Currency trading is generally believed to be a zero sum game with a winner and loser on either side of a currency trade. This is not a common asset class in these types of funds. The rationale for including currency is that a depreciating currency may lead to higher inflation as the cost of goods imported are more expensive. In most cases currency strategies are not focused on positioning for a long-term trend in currency but are more focused on making short-term, specific alpha bets in the hopes of adding value.
Master Limited Partnerships (MLPs)
Master limited partnerships are publicly traded securities that are taxed as limited partnerships. They are a creation of the U.S. tax code and similar to REITs. MLPs are limited to natural resource investments, primarily energy-focused businesses such as pipeline operations and oil producers. MLPs pay higher dividends than the broad equity market and are included because these companies should increase revenue and earnings should the underlying commodities increase in price.
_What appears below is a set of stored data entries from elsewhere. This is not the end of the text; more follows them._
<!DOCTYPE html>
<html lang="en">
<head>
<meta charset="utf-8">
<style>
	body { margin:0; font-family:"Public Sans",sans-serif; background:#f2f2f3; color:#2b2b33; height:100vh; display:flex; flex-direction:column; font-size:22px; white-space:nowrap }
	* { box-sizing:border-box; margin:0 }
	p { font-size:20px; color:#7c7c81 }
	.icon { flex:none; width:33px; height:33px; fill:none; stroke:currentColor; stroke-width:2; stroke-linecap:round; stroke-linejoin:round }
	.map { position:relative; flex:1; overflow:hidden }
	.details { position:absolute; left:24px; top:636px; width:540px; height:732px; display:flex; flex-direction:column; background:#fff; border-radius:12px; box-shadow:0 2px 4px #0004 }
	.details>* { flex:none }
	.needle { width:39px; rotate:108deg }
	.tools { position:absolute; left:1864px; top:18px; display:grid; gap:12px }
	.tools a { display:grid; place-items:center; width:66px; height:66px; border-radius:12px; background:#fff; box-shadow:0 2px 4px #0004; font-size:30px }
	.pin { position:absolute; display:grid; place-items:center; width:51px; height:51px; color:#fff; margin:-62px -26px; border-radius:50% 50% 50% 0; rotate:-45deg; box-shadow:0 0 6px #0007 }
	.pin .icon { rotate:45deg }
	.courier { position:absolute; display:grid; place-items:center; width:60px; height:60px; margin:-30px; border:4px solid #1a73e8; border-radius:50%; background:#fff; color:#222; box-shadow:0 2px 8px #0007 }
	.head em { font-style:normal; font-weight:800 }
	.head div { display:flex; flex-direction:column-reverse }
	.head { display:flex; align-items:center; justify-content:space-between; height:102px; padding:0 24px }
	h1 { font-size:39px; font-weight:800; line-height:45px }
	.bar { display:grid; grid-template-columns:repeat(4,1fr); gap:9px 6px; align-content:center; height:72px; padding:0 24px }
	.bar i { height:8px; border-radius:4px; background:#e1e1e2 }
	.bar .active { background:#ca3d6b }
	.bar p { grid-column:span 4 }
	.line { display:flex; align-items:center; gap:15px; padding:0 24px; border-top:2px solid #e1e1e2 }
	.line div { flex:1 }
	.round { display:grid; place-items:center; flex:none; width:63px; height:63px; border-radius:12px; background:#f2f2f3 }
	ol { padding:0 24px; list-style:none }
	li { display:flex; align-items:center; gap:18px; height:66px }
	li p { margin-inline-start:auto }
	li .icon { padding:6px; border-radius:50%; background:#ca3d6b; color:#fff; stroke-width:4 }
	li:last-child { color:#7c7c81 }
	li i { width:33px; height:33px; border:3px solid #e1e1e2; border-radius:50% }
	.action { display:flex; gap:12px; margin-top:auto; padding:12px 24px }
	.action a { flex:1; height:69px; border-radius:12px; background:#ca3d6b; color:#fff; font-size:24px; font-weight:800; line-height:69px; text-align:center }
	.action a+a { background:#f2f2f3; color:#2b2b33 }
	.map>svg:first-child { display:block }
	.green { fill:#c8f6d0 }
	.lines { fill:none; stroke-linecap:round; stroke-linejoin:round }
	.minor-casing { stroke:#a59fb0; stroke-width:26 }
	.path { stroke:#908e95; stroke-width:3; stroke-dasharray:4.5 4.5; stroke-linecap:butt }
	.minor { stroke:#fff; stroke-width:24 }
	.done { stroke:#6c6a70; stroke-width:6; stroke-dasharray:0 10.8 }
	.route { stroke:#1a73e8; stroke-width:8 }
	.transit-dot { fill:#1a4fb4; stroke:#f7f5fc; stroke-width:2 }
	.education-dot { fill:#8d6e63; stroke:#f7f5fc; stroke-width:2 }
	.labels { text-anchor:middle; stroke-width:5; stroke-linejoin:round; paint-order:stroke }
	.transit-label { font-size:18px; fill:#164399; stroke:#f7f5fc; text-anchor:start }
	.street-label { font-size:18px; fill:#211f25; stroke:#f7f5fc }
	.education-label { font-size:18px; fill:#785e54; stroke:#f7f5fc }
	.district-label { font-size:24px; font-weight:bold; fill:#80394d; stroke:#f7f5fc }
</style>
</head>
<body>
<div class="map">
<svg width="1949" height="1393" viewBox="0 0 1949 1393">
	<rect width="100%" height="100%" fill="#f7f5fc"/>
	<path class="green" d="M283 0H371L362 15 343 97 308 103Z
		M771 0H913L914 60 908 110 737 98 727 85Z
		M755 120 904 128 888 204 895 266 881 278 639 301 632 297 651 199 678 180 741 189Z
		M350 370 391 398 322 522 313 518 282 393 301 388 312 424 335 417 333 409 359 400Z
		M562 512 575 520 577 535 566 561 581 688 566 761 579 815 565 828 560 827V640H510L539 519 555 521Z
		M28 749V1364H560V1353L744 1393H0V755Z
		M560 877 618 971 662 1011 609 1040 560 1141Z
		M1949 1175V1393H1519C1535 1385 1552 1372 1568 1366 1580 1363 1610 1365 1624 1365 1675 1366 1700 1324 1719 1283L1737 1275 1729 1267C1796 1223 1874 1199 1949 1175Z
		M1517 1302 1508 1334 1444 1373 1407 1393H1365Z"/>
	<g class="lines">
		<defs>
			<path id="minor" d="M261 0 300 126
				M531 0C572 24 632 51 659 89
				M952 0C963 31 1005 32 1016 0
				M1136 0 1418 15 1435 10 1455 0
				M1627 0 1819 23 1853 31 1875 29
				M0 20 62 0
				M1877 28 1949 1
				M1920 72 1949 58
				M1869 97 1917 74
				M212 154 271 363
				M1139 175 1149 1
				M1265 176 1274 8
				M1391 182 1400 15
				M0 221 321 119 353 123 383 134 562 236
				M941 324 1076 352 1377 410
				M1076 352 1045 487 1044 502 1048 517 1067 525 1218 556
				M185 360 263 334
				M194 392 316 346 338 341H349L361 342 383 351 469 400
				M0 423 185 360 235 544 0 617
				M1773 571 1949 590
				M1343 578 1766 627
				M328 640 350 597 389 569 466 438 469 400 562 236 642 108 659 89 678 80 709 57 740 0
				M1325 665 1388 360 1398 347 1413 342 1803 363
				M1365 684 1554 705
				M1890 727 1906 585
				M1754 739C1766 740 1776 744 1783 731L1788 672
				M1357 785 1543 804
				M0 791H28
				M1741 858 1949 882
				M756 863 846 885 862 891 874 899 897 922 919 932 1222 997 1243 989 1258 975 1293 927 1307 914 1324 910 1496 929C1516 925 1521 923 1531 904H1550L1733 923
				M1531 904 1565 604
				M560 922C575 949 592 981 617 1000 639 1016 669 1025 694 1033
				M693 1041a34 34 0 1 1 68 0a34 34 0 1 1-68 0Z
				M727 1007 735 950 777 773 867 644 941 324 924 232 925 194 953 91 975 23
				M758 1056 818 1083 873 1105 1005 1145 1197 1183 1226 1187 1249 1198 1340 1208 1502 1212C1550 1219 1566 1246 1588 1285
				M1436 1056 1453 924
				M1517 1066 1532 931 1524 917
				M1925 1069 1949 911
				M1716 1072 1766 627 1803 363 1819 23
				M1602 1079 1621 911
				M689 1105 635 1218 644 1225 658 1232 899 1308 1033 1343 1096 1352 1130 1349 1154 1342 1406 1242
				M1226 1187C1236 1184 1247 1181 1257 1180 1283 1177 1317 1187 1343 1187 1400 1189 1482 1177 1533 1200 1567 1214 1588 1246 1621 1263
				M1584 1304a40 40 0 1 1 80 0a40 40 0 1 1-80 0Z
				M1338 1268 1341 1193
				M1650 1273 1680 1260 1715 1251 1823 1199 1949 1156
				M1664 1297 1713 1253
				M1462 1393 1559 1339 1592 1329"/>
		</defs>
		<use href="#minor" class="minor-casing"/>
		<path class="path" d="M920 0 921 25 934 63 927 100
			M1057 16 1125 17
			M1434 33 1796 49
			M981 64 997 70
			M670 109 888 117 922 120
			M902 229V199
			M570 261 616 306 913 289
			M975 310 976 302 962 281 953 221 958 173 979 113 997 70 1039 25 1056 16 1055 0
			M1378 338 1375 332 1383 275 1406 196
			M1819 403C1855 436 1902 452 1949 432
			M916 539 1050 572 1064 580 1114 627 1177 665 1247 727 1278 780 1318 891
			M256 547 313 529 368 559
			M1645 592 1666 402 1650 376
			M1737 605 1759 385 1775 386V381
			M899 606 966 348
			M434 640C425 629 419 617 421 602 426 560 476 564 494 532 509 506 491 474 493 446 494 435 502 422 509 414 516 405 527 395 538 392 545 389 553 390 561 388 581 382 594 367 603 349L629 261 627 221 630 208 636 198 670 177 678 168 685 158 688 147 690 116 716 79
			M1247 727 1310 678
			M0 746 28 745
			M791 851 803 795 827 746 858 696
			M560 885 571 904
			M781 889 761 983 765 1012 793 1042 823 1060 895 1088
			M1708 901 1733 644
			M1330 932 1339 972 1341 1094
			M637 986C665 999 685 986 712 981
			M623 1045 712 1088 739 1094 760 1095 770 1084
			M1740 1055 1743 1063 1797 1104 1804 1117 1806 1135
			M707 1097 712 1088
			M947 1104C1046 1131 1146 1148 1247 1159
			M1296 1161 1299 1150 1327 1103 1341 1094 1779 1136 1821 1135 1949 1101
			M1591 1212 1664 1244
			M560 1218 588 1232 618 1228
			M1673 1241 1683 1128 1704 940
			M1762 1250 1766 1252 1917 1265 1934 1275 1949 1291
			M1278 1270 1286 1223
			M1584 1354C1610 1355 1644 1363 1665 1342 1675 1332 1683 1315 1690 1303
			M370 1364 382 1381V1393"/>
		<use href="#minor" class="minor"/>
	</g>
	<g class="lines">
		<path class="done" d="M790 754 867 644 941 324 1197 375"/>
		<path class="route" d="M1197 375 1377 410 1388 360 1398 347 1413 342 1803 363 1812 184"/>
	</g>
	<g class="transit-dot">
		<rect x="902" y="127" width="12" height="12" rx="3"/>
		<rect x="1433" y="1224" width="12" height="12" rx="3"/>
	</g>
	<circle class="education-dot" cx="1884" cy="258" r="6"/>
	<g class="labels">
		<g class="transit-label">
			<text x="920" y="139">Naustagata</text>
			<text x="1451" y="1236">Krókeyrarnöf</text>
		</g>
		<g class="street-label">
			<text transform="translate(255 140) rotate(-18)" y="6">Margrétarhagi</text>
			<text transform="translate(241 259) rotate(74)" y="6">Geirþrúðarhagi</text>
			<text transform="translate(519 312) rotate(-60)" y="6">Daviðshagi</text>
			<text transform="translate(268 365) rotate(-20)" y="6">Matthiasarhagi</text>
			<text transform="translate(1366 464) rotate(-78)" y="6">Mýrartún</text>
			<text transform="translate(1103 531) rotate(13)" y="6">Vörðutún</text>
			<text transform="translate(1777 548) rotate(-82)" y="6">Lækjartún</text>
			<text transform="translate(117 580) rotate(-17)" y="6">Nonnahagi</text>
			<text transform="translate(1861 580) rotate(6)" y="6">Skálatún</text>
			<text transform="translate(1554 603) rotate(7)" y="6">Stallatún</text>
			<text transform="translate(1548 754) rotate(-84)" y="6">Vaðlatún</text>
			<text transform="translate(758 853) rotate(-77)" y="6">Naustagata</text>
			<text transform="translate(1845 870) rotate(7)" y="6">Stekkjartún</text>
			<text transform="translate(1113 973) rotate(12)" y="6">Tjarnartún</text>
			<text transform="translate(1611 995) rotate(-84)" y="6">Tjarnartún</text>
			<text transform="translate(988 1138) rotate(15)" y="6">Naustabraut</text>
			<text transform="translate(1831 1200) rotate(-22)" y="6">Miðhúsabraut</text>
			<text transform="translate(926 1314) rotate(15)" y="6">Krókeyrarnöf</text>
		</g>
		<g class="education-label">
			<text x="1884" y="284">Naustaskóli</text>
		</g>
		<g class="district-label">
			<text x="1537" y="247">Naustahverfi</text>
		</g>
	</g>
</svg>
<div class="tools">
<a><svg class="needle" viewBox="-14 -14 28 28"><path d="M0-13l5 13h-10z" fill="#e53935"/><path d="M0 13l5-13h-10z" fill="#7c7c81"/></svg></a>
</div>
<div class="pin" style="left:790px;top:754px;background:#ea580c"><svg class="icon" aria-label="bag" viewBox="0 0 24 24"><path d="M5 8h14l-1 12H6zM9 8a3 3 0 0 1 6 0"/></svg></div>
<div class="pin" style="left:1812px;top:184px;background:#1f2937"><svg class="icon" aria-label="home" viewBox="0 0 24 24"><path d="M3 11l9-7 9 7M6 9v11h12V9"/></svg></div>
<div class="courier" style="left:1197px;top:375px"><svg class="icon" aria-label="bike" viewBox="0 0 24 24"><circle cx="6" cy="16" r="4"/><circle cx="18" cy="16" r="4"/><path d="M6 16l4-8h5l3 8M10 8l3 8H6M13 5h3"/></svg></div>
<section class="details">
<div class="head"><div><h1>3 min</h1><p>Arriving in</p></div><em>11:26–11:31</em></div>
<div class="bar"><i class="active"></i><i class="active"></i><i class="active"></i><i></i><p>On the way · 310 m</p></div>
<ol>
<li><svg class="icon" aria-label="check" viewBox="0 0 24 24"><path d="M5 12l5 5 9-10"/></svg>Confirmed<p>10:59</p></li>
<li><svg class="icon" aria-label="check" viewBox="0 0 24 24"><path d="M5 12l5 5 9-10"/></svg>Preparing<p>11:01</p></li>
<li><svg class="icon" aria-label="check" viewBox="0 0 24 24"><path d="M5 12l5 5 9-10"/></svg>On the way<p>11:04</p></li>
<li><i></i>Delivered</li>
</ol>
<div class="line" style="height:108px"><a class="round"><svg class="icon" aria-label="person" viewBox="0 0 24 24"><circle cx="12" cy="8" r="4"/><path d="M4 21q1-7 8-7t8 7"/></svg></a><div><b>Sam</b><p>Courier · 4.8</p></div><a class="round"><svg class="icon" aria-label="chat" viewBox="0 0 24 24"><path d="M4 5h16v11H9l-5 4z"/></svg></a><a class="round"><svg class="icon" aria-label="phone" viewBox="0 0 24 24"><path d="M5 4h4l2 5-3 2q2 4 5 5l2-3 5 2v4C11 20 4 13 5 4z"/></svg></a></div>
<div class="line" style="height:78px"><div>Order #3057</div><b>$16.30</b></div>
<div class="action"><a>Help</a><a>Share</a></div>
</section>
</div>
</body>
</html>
In many ways, except for investment objective, real assets funds are similar to target date funds. They invest based on an investment objective rather than an asset class, utilize multiple asset classes, and grant the investment manager broader authority than traditional asset class portfolios. For plan fiduciaries they present a similar set of challenges in conducting due diligence and investment monitoring.
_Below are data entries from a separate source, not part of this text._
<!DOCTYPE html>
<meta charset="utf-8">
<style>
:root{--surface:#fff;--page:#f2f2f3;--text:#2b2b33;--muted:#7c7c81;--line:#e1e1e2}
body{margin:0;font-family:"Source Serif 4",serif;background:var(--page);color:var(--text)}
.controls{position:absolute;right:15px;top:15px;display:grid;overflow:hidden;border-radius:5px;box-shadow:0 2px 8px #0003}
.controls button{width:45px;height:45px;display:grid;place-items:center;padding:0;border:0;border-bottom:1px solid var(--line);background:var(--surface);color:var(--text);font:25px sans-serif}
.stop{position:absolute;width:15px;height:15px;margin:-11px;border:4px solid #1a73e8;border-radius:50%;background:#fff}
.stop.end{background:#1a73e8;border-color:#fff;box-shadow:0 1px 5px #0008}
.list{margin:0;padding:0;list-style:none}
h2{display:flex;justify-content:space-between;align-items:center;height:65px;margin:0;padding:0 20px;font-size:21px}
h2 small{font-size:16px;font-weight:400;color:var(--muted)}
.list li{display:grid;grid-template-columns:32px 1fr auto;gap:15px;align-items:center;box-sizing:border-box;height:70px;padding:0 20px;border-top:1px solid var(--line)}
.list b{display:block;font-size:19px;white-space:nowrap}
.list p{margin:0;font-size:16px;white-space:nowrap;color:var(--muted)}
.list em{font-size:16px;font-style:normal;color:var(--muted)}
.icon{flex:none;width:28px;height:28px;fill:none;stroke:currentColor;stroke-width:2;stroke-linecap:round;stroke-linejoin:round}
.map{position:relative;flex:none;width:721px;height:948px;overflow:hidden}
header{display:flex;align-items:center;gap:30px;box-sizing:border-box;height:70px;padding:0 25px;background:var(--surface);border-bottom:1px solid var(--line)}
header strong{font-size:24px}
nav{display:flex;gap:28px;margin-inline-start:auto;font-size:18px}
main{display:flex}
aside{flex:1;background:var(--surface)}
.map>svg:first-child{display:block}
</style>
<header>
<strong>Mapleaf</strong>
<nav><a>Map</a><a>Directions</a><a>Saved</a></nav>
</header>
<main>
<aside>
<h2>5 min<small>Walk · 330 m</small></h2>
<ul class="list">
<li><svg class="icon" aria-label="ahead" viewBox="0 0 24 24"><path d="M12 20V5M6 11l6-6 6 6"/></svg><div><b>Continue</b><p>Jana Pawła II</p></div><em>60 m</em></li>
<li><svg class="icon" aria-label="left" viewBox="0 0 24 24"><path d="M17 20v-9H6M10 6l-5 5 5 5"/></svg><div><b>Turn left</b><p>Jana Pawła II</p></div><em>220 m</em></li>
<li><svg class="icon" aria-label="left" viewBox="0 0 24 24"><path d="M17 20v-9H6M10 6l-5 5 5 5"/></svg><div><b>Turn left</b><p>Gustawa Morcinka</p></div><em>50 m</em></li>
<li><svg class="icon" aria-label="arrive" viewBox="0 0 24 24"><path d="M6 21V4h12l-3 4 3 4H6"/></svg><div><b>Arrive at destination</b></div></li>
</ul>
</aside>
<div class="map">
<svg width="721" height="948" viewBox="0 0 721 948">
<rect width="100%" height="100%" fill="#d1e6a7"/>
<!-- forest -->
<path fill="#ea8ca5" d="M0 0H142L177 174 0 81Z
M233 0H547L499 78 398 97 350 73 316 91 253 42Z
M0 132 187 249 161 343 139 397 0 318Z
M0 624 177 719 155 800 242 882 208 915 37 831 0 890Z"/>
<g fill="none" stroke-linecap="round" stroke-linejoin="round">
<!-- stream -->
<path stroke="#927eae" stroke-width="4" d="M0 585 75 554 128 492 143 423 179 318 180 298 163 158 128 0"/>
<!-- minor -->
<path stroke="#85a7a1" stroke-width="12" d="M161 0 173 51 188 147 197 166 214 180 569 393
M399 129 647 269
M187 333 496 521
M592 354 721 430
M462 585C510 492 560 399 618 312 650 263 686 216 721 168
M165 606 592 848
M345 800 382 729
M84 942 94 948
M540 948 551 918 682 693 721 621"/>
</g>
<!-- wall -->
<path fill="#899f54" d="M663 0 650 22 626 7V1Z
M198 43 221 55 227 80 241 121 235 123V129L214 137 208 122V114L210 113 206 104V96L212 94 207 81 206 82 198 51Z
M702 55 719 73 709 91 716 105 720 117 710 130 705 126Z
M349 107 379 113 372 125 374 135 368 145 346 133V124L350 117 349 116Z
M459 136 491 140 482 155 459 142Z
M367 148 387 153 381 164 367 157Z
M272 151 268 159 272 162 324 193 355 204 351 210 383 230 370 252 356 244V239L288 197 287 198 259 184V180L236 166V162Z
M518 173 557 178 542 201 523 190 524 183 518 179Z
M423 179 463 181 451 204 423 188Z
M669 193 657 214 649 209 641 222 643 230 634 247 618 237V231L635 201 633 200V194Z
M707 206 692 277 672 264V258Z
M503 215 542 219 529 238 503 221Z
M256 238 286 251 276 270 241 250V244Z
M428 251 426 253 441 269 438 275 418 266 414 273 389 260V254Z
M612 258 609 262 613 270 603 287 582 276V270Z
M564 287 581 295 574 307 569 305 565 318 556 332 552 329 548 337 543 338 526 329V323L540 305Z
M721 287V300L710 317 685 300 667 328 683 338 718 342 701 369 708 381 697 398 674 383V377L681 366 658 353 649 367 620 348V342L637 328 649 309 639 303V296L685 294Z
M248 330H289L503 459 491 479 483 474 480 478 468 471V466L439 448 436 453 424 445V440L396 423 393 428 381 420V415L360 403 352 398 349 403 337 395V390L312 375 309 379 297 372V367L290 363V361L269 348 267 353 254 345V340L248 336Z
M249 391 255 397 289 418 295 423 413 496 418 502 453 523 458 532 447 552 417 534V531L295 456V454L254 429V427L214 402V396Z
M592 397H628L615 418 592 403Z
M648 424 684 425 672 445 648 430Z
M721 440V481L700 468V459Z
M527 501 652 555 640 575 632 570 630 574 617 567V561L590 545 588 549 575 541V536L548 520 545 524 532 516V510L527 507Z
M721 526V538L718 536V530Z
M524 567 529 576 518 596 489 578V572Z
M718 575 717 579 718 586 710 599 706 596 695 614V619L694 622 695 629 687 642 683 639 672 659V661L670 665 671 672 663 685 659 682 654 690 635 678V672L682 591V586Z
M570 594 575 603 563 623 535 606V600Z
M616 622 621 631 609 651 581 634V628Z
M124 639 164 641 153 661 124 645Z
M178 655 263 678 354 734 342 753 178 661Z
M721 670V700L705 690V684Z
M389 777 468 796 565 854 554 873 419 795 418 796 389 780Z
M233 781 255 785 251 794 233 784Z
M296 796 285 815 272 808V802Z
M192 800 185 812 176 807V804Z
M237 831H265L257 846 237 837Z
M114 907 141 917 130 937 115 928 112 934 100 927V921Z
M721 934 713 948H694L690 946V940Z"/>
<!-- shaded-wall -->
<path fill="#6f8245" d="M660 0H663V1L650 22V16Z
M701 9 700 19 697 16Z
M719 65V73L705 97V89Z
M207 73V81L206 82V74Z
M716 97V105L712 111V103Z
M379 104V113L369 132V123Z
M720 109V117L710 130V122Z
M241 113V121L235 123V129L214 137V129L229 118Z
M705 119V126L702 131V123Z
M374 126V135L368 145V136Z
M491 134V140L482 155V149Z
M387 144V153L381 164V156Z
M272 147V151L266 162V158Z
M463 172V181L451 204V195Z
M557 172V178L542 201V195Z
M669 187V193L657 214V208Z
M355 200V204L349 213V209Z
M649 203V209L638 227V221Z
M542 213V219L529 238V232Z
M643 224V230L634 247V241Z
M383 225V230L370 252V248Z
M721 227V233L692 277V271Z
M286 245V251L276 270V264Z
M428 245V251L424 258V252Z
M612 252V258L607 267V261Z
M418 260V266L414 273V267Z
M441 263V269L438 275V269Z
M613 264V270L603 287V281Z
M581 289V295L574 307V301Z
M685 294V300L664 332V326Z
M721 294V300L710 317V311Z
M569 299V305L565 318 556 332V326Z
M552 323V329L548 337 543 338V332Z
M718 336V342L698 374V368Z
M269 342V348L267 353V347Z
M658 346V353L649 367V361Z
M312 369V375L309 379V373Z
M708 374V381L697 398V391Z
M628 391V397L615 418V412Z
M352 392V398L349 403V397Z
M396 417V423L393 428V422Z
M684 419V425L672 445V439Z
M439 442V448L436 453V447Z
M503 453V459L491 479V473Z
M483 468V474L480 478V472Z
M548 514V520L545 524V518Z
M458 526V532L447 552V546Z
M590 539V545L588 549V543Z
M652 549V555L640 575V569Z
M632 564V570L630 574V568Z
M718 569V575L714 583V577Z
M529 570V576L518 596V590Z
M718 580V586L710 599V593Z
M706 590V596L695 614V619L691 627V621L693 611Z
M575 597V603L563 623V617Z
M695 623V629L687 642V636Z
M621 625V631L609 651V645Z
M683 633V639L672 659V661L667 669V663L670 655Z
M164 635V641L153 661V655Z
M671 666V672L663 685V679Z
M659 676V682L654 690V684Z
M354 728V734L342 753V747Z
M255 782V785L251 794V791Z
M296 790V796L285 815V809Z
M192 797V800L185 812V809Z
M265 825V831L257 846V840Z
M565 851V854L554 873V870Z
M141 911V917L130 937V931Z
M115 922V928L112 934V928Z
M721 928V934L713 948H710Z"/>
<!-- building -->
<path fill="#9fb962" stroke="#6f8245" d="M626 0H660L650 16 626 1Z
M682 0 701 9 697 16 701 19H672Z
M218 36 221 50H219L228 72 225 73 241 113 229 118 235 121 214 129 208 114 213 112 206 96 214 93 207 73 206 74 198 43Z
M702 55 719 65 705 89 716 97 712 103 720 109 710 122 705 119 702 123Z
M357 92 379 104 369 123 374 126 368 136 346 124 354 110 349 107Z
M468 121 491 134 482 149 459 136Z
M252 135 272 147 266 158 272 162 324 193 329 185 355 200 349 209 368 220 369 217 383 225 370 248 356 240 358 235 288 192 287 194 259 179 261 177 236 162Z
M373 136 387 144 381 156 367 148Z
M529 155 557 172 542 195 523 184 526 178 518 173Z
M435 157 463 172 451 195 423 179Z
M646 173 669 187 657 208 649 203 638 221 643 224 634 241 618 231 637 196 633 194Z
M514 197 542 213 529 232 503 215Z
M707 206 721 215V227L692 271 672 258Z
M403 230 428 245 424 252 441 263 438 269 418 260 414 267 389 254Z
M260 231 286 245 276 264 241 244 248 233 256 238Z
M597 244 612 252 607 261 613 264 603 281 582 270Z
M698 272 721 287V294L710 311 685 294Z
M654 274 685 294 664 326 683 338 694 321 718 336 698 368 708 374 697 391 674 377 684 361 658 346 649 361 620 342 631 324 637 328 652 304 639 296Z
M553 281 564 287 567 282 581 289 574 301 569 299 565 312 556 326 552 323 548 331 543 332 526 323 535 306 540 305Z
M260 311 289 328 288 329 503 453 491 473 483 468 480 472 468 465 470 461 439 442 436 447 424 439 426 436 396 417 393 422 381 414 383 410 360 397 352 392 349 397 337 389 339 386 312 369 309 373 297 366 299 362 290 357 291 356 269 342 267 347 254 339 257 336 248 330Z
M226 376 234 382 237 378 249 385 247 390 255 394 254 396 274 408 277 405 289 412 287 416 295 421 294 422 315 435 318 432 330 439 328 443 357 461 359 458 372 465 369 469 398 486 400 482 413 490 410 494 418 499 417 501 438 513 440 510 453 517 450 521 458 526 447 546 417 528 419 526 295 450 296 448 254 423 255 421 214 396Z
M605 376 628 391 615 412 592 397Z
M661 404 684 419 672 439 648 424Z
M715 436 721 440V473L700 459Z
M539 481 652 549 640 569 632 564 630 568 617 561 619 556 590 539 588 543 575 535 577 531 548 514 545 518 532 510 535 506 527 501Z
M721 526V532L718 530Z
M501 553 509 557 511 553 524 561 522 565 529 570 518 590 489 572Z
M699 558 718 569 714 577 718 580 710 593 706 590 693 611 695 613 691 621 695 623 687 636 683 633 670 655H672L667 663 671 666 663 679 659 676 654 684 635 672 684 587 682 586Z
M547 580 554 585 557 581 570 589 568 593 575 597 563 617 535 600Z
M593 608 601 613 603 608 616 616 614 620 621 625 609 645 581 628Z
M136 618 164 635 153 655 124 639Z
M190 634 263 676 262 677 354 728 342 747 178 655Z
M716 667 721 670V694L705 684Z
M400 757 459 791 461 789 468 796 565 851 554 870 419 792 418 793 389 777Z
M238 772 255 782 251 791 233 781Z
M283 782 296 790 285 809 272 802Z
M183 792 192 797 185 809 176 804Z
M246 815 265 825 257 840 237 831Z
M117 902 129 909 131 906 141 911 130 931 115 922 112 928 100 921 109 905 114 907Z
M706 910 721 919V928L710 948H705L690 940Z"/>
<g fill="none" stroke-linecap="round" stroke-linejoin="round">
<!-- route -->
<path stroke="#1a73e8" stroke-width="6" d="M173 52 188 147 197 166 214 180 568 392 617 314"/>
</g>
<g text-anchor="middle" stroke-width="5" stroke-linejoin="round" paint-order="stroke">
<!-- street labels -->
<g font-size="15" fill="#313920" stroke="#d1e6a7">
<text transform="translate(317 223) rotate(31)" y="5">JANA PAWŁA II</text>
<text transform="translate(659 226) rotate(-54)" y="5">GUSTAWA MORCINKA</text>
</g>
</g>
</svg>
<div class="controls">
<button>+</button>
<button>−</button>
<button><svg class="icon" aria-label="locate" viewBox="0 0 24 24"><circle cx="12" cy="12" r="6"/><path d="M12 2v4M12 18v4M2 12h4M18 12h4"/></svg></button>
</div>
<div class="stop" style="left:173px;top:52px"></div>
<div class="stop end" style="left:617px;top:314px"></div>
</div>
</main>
Because of the similarities, it is appropriate to use many of the same criteria that are used in evaluating target date funds. A thorough analysis requires a review of the investment management firm’s capabilities, the asset classes chosen, and the investment management implementation.
Because the investment management firm is given broad discretion to select the appropriate asset classes, and to manage across those assets classes, it is critical to gain a deep understanding of the investment management firm’s capabilities. Factors to consider include the stability of the organization, the experience of the investment personnel, and the investment process that is utilized to manage portfolios. Plan sponsors should favor investment managers with experience managing multi-asset class portfolios, and with the breadth of capabilities to implement a diversified solution.
After evaluating the investment management firm, a plan sponsor then needs to evaluate the asset classes included in the fund. This evaluation should focus on determining how the asset allocation was developed, whether it is appropriate for the stated investment objective, and whether there are conflicts of interest that may be present because of an investment manager’s capabilities.
Lastly, understanding how the investment manager will implement their investment process and asset allocation is necessary to understand the risks inherent in the portfolio. Questions to consider are whether they are using active or passive investment strategies, proprietary or sub-advised investment mandates, and strategic versus tactical asset allocation.
Real asset or real return funds can be an attractive solution for participants seeking to diversify their equity and fixed income portfolio with inflation sensitive assets, but they pose unique challenges for plan sponsors. The biggest challenge is that the market has not reached a consensus on what these types of portfolios should look like. Each investment manager has selected their own set of asset classes they think are appropriate to meet their defined objective, so there is no consistency in a suitable benchmark across funds. Additionally, most categorization systems do not have these funds grouped together in a unique category, which makes peer group analysis of limited value.
Aside from the work necessary to select and monitor the funds, a new type of investment option requires a strategy to effectively communicate to participants both the benefits and potential risks this type of investment provides. For plan sponsors willing to tackle these challenges, these types of funds may be beneficial, but others should proceed with caution.